🤖 AI Summary
This study addresses the high energy consumption of data center cooling systems and the lack of quantification of the efficiency gap between theoretically optimal and practically deployable control strategies. Focusing on the liquid-cooled Frontier supercomputer, the authors develop and validate a Modelica-based digital twin surrogate model (CV-RMSE < 2.7%, NMBE < 2.5%) and propose a hierarchical optimization framework incorporating actuator rate constraints to jointly optimize coolant flow rate and supply temperature. For the first time in a real-world supercomputing system, this work quantifies the gap between theoretical and actual control performance, revealing that coordinated optimization can nearly double energy savings and exposing significant overcooling in the baseline system. The constrained implementation achieves a 27.8% reduction in total energy consumption, with up to 30.1% savings attainable in an unconstrained scenario.
📝 Abstract
Data center cooling systems consume significant auxiliary energy, yet optimization studies rarely quantify the gap between theoretically optimal and operationally deployable control strategies. This paper develops a digital twin of the liquid cooling infrastructure at the Frontier exascale supercomputer, in which a hot-temperature water system comprises three parallel subloops, each serving dedicated coolant distribution unit clusters through plate heat exchangers and variable-speed pumps.

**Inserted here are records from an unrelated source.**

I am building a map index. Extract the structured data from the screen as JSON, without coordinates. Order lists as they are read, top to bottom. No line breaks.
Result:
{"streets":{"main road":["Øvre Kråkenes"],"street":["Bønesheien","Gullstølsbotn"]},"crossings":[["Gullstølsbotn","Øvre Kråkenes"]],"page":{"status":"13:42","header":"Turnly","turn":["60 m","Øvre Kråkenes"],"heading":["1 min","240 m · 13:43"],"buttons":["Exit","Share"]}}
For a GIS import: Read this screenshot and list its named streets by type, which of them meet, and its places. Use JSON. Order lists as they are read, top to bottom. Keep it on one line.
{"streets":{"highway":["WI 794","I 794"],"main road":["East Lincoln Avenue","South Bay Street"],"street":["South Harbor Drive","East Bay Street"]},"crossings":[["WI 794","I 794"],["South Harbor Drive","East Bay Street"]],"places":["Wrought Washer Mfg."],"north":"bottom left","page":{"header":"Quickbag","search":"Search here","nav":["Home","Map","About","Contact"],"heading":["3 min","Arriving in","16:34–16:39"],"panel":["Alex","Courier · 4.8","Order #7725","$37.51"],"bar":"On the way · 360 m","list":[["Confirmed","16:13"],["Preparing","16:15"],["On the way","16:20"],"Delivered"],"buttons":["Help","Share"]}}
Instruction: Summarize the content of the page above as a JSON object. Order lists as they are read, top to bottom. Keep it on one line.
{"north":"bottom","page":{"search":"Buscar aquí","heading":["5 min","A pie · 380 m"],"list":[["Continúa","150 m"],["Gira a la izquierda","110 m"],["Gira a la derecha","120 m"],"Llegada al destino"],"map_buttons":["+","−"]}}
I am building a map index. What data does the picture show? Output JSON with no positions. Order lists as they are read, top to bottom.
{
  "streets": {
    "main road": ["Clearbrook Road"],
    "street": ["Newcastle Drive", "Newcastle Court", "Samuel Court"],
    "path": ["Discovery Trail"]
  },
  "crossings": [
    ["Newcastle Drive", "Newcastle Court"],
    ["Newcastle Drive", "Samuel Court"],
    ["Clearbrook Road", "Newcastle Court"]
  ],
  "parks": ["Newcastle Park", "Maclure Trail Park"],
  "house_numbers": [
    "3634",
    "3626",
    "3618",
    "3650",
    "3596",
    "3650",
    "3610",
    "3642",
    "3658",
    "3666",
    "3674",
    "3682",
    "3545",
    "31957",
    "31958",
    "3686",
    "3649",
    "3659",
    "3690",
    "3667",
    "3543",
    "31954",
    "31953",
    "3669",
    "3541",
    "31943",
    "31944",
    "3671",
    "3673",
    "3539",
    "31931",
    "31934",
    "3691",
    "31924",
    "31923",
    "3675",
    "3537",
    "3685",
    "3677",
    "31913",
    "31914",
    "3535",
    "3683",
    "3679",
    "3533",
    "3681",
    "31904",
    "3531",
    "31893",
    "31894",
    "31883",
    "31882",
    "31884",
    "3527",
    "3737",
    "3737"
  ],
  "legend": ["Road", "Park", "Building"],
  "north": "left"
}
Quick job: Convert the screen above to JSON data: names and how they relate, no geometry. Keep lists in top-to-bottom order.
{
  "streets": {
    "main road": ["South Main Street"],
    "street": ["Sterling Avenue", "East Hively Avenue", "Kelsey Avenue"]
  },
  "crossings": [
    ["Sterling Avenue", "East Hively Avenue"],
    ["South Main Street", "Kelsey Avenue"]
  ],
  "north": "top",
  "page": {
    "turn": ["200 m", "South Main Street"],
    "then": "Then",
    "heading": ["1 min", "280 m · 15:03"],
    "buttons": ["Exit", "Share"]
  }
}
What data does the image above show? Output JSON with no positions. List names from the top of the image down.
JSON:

The surrogate model is built based on Modelica and validated through one full calendar year of 10-minute operational data following ASHRAE Guideline 14. The model achieves a subloop coefficient of variation of the root mean square error below 2.7% and a normalized mean bias error within 2.5%. Using this validated surrogate model, a layered optimization framework evaluates three progressively constrained strategies: an analytical flow-only optimization achieves 20.4% total energy saving, unconstrained joint optimization of flow rate and supply temperature demonstrates 30.1% total energy saving, and ramp-constrained optimization of flow rate and supply temperature, enforcing actuator rate limits, can reach total energy saving of 27.8%. The analysis reveals that the baseline system operates at 2.9 times the minimum thermally safe flow rate, and the co-optimizing supply temperature with flow rate nearly doubles the savings achievable by flow reduction alone.